From the middle of V century and the beginning of VI century A.C. the tank of late imperial age (G), now abandoned, is filled by earth, ruins of ancient buildings, fragments of white marmorean coating, polychrome ones and a lot of pottery. The materials gathered in this accumulated layers represent well the objects used in Neapolis in that period, both of local production and of importation from Africa (cups, plates, amphoras and oil lamps) and from East (plates and amphoras).

Successively, between VI and XIII century, age of the Angevin building construction, a necropolis is estabilished in the area.
About 50 tombs are, infact, identified and excavated; they are disposed on several levels and are partly damaged by the superposition of other tombs first, then, by the construction of successive structures.
 

 
ancient human rests
Fig.2 - a knight's burial (detail of spurs)
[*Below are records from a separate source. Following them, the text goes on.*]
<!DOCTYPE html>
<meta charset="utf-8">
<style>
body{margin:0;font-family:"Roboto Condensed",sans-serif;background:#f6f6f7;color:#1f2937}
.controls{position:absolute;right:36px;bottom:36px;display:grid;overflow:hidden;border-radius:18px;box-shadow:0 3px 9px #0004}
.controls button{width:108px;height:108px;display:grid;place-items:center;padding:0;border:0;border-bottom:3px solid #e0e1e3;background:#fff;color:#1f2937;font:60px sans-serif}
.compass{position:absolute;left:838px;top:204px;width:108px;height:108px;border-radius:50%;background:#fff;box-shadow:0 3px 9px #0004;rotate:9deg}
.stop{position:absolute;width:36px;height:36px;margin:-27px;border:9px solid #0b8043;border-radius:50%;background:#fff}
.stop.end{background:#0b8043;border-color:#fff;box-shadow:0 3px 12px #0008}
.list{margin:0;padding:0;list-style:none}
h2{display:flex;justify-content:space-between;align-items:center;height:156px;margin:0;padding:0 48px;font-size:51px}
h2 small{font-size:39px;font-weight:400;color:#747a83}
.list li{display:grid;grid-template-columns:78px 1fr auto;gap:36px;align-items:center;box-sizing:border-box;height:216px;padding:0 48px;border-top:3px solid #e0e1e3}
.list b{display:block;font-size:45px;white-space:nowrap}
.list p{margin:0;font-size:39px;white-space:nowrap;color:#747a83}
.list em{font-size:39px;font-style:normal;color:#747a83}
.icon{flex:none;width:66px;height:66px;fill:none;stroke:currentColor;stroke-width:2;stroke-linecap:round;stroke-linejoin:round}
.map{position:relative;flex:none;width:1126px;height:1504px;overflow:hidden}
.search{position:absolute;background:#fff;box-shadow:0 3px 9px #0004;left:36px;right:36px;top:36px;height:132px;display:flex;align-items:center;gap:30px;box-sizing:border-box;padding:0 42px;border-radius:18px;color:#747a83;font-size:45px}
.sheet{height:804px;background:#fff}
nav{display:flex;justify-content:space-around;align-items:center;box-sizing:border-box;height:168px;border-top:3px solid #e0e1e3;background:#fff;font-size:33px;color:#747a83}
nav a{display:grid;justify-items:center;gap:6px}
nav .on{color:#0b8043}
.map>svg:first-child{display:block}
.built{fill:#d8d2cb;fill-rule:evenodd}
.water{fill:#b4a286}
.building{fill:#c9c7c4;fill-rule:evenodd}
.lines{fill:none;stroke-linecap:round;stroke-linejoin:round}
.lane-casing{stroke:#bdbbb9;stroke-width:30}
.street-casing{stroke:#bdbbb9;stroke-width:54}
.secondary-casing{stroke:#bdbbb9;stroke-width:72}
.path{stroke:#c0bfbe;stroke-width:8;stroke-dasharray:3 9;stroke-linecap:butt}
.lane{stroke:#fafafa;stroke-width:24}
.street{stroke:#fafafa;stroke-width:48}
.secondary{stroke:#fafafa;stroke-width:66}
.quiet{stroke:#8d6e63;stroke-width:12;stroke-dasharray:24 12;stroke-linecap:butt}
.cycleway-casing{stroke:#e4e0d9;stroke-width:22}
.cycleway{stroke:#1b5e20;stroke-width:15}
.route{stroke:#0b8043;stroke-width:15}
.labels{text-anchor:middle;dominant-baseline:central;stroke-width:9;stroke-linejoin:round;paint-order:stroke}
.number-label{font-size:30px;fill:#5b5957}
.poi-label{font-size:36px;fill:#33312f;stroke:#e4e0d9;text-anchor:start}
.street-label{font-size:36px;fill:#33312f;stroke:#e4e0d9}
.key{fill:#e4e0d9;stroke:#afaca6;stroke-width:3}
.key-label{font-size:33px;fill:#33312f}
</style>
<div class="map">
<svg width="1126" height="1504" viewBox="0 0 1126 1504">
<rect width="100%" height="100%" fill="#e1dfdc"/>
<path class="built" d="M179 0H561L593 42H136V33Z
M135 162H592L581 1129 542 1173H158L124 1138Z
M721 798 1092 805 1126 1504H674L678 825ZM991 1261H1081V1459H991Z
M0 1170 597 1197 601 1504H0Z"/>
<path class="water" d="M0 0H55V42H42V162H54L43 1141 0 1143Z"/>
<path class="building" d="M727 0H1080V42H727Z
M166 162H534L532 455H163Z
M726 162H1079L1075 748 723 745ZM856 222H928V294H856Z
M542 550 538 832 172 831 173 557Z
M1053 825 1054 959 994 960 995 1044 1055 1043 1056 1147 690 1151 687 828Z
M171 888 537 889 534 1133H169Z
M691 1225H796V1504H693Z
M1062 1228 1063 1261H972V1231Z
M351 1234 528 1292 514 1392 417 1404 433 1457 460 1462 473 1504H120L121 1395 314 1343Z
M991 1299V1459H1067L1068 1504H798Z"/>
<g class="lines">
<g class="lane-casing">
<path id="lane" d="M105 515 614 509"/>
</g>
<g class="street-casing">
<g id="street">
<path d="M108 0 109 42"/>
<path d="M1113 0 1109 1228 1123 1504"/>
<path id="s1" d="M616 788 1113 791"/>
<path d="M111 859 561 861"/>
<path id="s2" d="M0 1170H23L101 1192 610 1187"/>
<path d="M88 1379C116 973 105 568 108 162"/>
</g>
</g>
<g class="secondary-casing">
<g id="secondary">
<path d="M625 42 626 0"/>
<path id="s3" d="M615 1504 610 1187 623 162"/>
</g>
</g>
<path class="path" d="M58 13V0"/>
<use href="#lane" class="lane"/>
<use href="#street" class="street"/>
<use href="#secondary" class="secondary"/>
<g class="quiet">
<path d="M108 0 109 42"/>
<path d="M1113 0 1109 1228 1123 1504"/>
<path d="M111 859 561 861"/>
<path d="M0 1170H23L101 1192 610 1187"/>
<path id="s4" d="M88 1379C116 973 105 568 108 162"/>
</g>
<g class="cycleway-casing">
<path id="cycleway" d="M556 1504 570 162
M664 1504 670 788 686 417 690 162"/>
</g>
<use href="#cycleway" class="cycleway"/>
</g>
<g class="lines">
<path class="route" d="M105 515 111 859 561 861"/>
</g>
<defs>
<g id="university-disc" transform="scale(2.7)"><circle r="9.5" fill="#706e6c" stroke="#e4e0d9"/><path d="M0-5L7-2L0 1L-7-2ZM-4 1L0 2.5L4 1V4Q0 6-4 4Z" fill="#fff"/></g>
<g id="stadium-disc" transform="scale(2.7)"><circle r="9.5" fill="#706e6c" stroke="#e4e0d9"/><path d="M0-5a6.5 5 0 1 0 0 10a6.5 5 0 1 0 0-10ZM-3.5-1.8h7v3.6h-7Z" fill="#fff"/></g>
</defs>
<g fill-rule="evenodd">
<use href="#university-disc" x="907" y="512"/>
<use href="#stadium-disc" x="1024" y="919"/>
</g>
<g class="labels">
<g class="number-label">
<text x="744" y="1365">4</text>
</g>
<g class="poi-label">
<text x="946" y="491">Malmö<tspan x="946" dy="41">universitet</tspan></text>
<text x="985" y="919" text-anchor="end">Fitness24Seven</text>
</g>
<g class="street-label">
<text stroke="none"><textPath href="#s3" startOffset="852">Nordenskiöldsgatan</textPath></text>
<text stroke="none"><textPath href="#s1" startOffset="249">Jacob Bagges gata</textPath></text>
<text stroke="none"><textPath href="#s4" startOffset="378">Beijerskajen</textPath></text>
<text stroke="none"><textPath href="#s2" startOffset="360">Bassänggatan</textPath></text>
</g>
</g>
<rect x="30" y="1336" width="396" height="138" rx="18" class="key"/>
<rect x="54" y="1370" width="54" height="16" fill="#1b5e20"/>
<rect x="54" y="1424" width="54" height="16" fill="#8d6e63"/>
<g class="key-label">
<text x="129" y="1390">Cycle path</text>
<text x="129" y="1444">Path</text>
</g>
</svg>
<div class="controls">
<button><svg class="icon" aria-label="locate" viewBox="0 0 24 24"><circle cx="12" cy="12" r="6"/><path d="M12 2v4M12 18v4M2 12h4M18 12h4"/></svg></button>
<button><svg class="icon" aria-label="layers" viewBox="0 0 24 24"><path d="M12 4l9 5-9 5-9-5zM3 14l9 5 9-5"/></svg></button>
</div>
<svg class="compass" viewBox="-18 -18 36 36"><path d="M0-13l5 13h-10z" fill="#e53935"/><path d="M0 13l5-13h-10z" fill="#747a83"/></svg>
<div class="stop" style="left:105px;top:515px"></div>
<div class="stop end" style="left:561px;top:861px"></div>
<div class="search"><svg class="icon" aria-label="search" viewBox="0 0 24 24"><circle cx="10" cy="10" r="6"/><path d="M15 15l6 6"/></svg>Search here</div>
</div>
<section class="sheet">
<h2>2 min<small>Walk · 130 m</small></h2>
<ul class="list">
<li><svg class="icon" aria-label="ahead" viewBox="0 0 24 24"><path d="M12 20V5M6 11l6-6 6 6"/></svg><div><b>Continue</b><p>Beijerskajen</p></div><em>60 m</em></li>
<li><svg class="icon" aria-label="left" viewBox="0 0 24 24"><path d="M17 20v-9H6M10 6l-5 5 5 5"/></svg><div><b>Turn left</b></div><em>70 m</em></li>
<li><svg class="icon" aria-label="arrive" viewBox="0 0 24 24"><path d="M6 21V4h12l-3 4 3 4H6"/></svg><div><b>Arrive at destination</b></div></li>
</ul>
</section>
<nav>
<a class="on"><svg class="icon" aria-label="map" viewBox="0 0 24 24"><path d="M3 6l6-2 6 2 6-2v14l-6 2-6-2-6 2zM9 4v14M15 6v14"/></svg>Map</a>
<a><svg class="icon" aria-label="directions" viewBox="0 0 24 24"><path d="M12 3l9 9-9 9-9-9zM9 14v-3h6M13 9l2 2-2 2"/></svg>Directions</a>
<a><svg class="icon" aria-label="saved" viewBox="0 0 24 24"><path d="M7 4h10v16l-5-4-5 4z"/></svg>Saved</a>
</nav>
The discovered burials are mostly in terricolous pit; for some of them a wooden box can be assumed of whom slight traces remain in the ground, and for some of these, also the iron nails used to join the axes. Some of them, those of the west area, were made excavating a pit in some walls structures of Roman Age, for needs concerning room.

The tombs, generally with diversified orientation, in order to take up less room, concerne both adults and children, men or women (fig.1). They are without outfit except some of them, where different personal objects were discovered. Among them we can indicate: bronze buckles or iron ones of a belt, situated on the sides of the bacin; a circular silver earing decorated with little globes; two rings of whom one is golden with amethysts and one is silver, with fake collet with engraved two joined hands. A big interest is given by a couple of bronze pointed spurs with a smooth band bow and with a rectangular mail on a side, and a buttonhole on the other side, with moving buckle and plate, hooked to the buttonhole, both embossed with the portrayal of a rampant feline (fig.2). It can be considered an extremely important finding, bearing in mind the scarcity of archeological discoveries of this type of objects in Italy, allowing to assign surely to the deceased the status of knight.

Apparently doing a more careful chronological articulation, seems hard for the few objects provided by the graves and by the typological continuity of the objects themselves. For the buckles of the belt and the spurs, they already find comparison with funerary materials of the early MIddle Age, but they also seem diffused with similar typologies duting the Middle Age.